Chapter 2: The Climb and the Crowd
After the first practice SAT results came out, I was still ranked first in the whole county.
The school was buzzing—kids crowding around the hallway bulletin board, teachers passing with congratulatory smiles, and Maddie, who grew up in a tiny Appalachian town where the nearest Walmart was an hour away, held her head high as she scanned the rankings. She was second in the entire school.
She was generous and confident. She reached out to me with a smile and a subtle Appalachian lilt: “Rachel, congrats on snaggin’ first again. Don’t forget us little folks when you’re valedictorian, alright?”
Her handshake was warm, her voice carrying the gentle drawl of the mountains. The tension between us was almost comical, like in those movies where rival runners size each other up on a foggy track at sunrise.
The next second, the live chat started flying:
*[Look how arrogant the supporting girl is. Our main character congratulates her, and she gives her that kind of attitude?]*
*[So what if she’s a Chicago suburb princess? Our Maddie clawed her way up from elementary school, relying on her own grit to get into the top high school as number one.]*
*[But Rachel was only top fifty when she entered high school. When it came time to pick classes, she insisted on choosing AP science with our Maddie. If it weren’t for her family background and her parents investing in her since middle school, could she have taken Maddie’s first place?]*
*[Don’t worry, our Maddie has the one-click swap system. On SAT day, she’ll deliberately tank her score, then swap and become valedictorian.]*
*[That Chicago suburb princess can only end up at a third-rate college as number one.]*
I rolled my eyes at my phone. It was honestly wild, the way the online crowd twisted every moment into some kind of cheap reality show. The school walls felt thinner, as if the digital world was leaking through the bricks. My jaw tightened, a spike of anxiety prickling under my skin, but I tried to laugh it off.
Maddie’s entrance exam score was first in the school. She kept that first place through her freshman year of high school.
Then, during course selection and class division, the homeroom teacher asked her, “Maddie, your strengths are all in English and History. Why do you want to take all AP science classes?”

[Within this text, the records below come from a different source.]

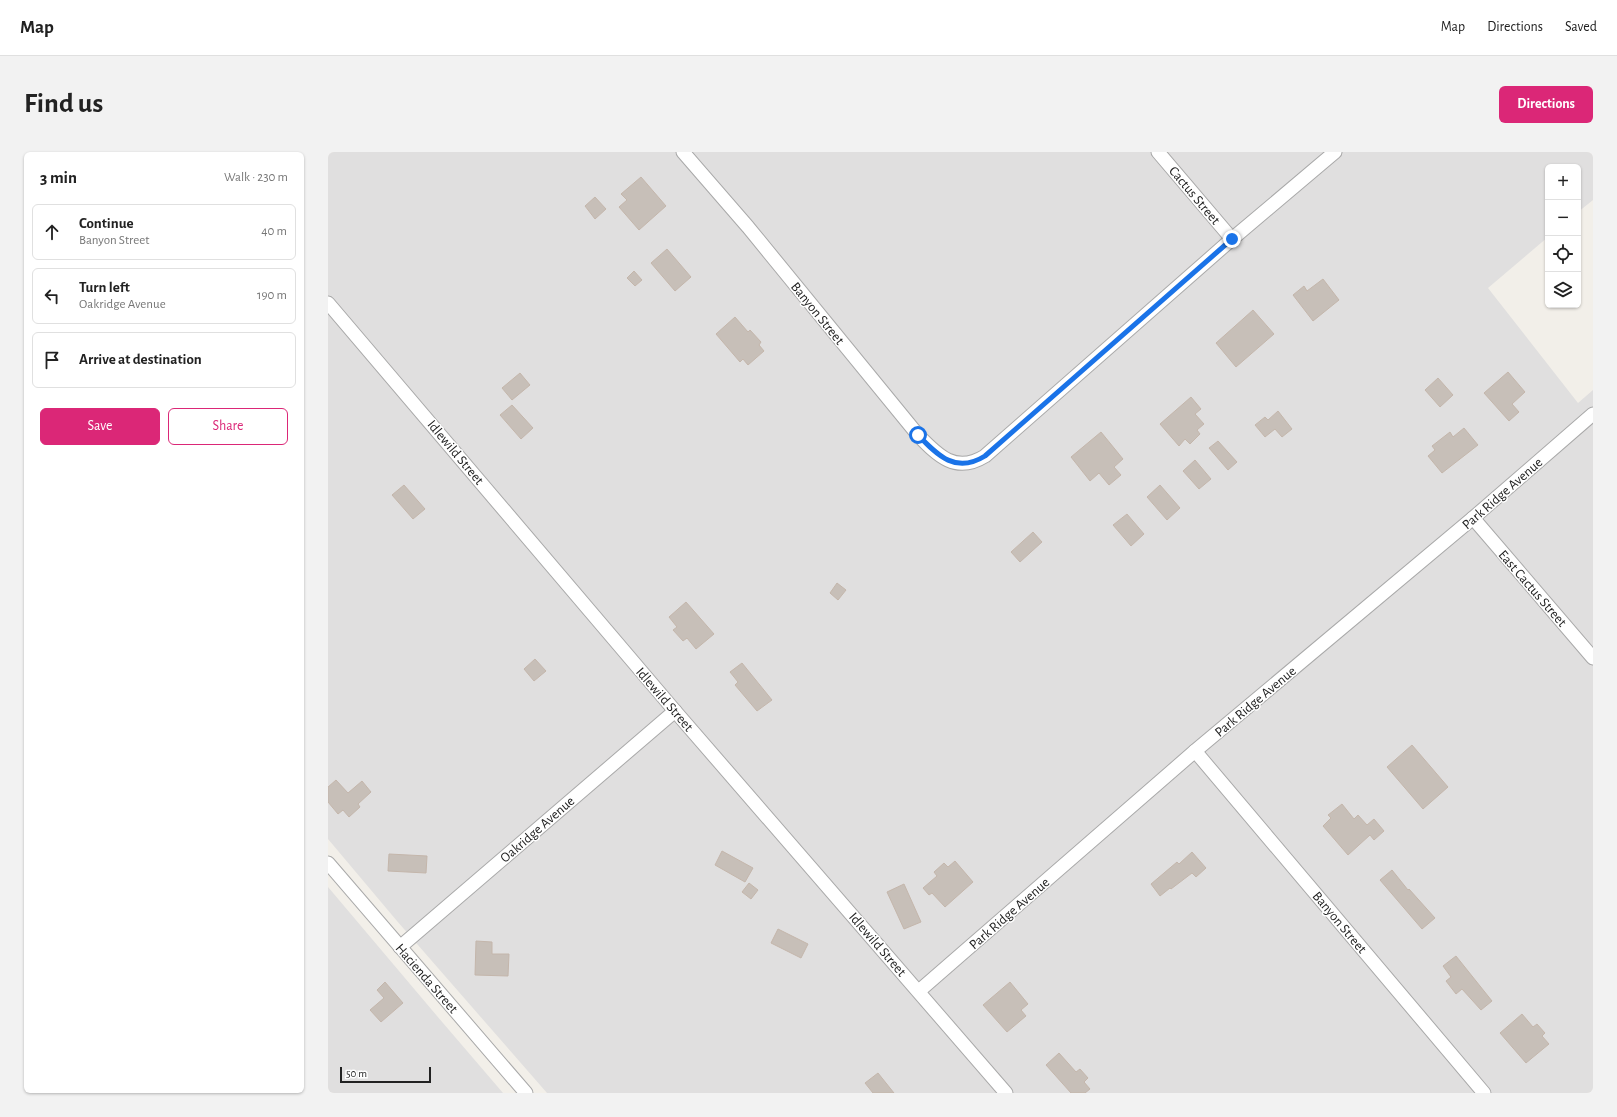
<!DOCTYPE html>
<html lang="en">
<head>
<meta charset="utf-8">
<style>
	body { margin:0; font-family:"Alegreya Sans",sans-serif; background:#f2f2f2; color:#222 }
	.controls { position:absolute; right:12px; top:12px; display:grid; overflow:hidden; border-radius:6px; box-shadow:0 1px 3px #0004 }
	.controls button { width:36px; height:36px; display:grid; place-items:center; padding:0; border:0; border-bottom:1px solid #e0e0e0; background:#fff; color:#222; font:20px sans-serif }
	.scale { position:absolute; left:12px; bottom:10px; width:91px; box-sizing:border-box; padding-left:4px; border:2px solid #222; border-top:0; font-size:11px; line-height:14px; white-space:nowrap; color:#222; -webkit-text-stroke:3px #fff; paint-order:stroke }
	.stop { position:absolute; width:12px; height:12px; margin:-9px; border:3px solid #1a73e8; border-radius:50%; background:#fff }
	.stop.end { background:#1a73e8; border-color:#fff; box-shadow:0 1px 4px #0008 }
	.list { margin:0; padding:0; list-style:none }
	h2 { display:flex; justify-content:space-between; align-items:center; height:52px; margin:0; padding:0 16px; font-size:17px }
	h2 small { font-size:13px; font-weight:400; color:#767676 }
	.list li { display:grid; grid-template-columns:26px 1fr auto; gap:12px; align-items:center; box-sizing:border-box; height:56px; margin:0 8px 8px; padding:0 8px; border:1px solid #e0e0e0; border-radius:6px }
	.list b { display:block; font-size:15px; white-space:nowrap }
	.list p { margin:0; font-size:13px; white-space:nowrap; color:#767676 }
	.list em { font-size:13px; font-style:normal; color:#767676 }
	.actions { display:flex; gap:8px; padding:12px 16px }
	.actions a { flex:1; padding:9px 0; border:1px solid #db2777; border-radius:6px; text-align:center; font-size:14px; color:#db2777 }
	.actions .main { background:#db2777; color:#fff }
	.icon { flex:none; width:22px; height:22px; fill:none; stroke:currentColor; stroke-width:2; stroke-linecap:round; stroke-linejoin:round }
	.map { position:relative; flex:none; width:1265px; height:941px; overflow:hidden; border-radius:6px }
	header { display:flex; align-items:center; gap:24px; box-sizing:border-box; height:56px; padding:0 20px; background:#fff; border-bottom:1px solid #e0e0e0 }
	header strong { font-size:19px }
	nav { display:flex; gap:22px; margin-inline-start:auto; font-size:14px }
	.intro { display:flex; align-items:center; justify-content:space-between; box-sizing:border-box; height:96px; padding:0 24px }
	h1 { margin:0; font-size:28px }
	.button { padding:10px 18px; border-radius:6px; background:#db2777; color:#fff; font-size:14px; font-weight:700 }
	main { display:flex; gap:24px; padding:0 24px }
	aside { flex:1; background:#fff; border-radius:6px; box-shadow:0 1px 3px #0004 }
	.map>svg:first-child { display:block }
	.residential { fill:#e0dfdf }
	.building { fill:#c7bfb8; stroke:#c4b6ab }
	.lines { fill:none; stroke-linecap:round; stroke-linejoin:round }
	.minor-casing { stroke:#a9a9a9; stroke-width:15 }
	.minor { stroke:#fff; stroke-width:13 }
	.route { stroke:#1a73e8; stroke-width:5 }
	.labels { text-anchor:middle; stroke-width:3; stroke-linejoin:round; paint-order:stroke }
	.street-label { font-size:14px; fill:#222; stroke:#fff }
</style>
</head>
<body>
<header>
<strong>Map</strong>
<nav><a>Map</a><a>Directions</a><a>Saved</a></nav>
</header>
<div class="intro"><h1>Find us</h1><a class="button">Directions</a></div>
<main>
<aside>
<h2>3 min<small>Walk · 230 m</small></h2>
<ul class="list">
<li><svg class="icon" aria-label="ahead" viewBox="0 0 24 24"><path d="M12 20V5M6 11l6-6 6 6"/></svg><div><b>Continue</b><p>Banyon Street</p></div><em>40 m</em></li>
<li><svg class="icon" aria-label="left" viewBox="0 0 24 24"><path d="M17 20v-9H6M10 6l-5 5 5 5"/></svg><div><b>Turn left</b><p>Oakridge Avenue</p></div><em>190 m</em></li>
<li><svg class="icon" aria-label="arrive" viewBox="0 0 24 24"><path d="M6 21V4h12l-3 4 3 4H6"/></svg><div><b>Arrive at destination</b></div></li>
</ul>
<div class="actions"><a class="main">Save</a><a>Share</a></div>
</aside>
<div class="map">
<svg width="1265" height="941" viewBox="0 0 1265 941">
	<rect width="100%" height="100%" fill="#f2efe9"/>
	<g class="residential">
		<path d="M0,0H1265V48L1250,60V15H1220V85L1160,136L1250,251L1265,238V941H219L69,769L0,687Z"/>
		<path d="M0,735L109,864L175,941H0Z"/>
	</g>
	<g class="building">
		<path d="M313,25L338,54L311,78L291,55L299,48L293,42Z"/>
		<path d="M267,45L278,57L267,67L257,54Z"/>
		<path d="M339,97L363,125L347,139L323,111Z"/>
		<path d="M306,119L314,128L307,134L299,126Z"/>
		<path d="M995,127L1011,148L985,169L965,143L976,134L979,139Z"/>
		<path d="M925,158L946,182L908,215L888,191Z"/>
		<path d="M407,165L420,180L422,178L433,190L431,193L436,199L420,213L415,207L412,210L388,182Z"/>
		<path d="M1180,220L1197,240L1184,252L1191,260L1181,269L1156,241Z"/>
		<path d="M192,221L202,233L184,248L174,236Z"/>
		<path d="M1110,226L1125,243L1112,255L1097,238Z"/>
		<path d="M863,245L873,257L867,262L876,272L869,278L872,282L862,292L857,287L851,294L832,272Z"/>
		<path d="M184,253L205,276L193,287L172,263Z"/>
		<path d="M950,259L964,277L954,285L947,277L937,285L927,273L937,265L940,268Z"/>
		<path d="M1136,276L1150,293L1114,321L1100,304L1107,298L1104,294L1122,280L1125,285Z"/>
		<path d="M773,280L795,307L786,315L793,323L781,333L771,321L762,329L743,305Z"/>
		<path d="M890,289L909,310L900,318L881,296Z"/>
		<path d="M867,308L883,327L871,337L855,319Z"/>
		<path d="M76,333L97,357L85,367L64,343Z"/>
		<path d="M832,333L852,356L839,368L819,345Z"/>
		<path d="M799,362L816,382L803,394L785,373Z"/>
		<path d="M705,380L714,390L692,410L683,400Z"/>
		<path d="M509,431L518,438L510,448L502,441Z"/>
		<path d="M358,450L386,482L368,497L359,486L355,489L345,478L349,475L341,465Z"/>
		<path d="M207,507L218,519L206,529L196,517Z"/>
		<path d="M414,511L444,548L429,559L407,533L410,530L402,520Z"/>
		<path d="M1084,593L1120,635L1095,657L1059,615Z"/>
		<path d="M8,628L20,641L34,629L43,640L30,652L32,655L21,665L15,658L10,662L0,650V635Z"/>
		<path d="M1014,652L1026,667L1030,663L1039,673L1046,667L1056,679L1046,688L1042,683L1020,703L995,674L1003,666L1000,663Z"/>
		<path d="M394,699L425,716L417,730L387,713Z"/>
		<path d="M864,700L878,716L868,725L864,721L843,737L842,736L832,744L823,732L849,710L851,712Z"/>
		<path d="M61,702L99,704L98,721L60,719Z"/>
		<path d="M627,709L645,730L617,755L604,741L601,743L595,736L609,724L606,720L616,711L620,715Z"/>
		<path d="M1064,718L1080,738L1081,737L1107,766L1094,777L1052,728Z"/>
		<path d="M421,731L430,738L423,747L414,740Z"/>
		<path d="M576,732L593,770L576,777L559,740Z"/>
		<path d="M450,777L480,792L473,806L443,791Z"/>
		<path d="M148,789L164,790V802H181L180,824L147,823Z"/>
		<path d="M1128,804L1164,849L1153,858L1134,837L1128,842L1118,829L1123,825L1115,814Z"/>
		<path d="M57,830L75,851L53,870L42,858L56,846L49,838Z"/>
		<path d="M682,830L700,852L693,858L698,864L679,880L655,853Z"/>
		<path d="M1194,862L1205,875L1209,872L1217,881L1214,884L1221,892L1198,911L1172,881Z"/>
		<path d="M731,901L748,920L752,917L760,926L756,930L762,937L757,941H743L718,913Z"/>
		<path d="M550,921L566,941H545L537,931Z"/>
	</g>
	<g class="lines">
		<g class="minor-casing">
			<g id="minor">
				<path d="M355,0L420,75L590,283C610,304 628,322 657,304L904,87L1007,0"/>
				<path d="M830,0L904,87"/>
				<path d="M0,151L347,559L678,941"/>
				<path d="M1145,366L1265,506"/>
				<path d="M867,599L1156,941"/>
				<path d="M0,711L198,941"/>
				<path d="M72,795L347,559"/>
				<path d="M591,839L867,599L1145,366L1265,262"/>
			</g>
		</g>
		<use href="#minor" class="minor"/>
	</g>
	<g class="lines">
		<path class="route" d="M590,283C610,304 628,322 657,304L904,87"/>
	</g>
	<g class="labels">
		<g class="street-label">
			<text transform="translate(867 43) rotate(50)" y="5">Cactus Street</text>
			<text transform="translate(490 161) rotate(51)" y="5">Banyon Street</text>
			<text transform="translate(128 300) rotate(50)" y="5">Idlewild Street</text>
			<text transform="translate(1174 341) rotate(-41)" y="5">Park Ridge Avenue</text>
			<text transform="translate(1205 436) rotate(49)" y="5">East Cactus Street</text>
			<text transform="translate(337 547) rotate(49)" y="5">Idlewild Street</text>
			<text transform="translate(927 549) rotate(-40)" y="5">Park Ridge Avenue</text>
			<text transform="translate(209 677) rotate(-41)" y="5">Oakridge Avenue</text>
			<text transform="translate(681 761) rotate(-41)" y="5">Park Ridge Avenue</text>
			<text transform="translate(1012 770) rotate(50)" y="5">Banyon Street</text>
			<text transform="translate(550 792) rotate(49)" y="5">Idlewild Street</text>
			<text transform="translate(99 826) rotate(49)" y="5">Hacienda Street</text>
		</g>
	</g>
</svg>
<div class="controls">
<button>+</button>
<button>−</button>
<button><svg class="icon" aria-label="locate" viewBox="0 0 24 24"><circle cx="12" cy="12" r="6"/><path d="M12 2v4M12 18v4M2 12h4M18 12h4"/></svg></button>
<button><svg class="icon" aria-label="layers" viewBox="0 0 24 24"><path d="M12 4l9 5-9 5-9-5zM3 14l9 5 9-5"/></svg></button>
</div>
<div class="scale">50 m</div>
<div class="stop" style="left:590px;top:283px"></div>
<div class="stop end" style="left:904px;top:87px"></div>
</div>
</main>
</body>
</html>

The smell of dry-erase markers and cafeteria fries hung in the air as Maddie squared her shoulders. She replied, “Mr. Carter, I want to challenge myself. If you keep dodging the hard things, life will only get harder. Are you gonna avoid everything?”
There was a slow clap, a ripple of respect that went around the classroom. Even the quiet kids in the back row nodded like they’d just heard something that would show up on a motivational poster. That moment was pure, and for a second, I admired her guts.
What Maddie said back then got a round of applause from the whole class.
But after the class split, Maddie’s grades dropped sharply.
Her eyes were rimmed red from late nights, knuckles white as she scribbled formulas that never seemed to add up. You could see the strain in her eyes during every test. She stayed later in the library, her fingers tapping frantically on her calculator, her textbooks frayed and scribbled full of notes. But no matter how much she tried, the numbers weren’t lining up for her anymore.
Meanwhile, my grades went from top fifty in the school to top three.
Then to first in the county.
All the way to the first practice SAT, I never let go of first place.
That’s because I got up at five every morning to do a practice set, gave up my lunch break for two more, and was still at it past eleven at night.
Every spare moment was spent on practice tests.
I’d finished every prep book from the tutoring center and every senior year workbook from the bookstore.
My bedroom looked like an SAT-themed tornado had hit it. SAT flashcards were taped next to a faded Cubs pennant and a half-empty bottle of Starbucks Frappuccino. The only decorations were stacks of filled-in bubble sheets and coffee-stained notes stuck to the walls, reminders of formulas, vocab, and pep talks scribbled in blue ink.
The stack of practice tests I’d done over the years was taller than me.
My first-place results came from paying attention in class and working hard.
It stung, sharper than any test question I’d ever missed. Was effort invisible if you didn’t wear it like a badge? How did it turn, in the eyes of the live chat, into me buying first place with my family’s money?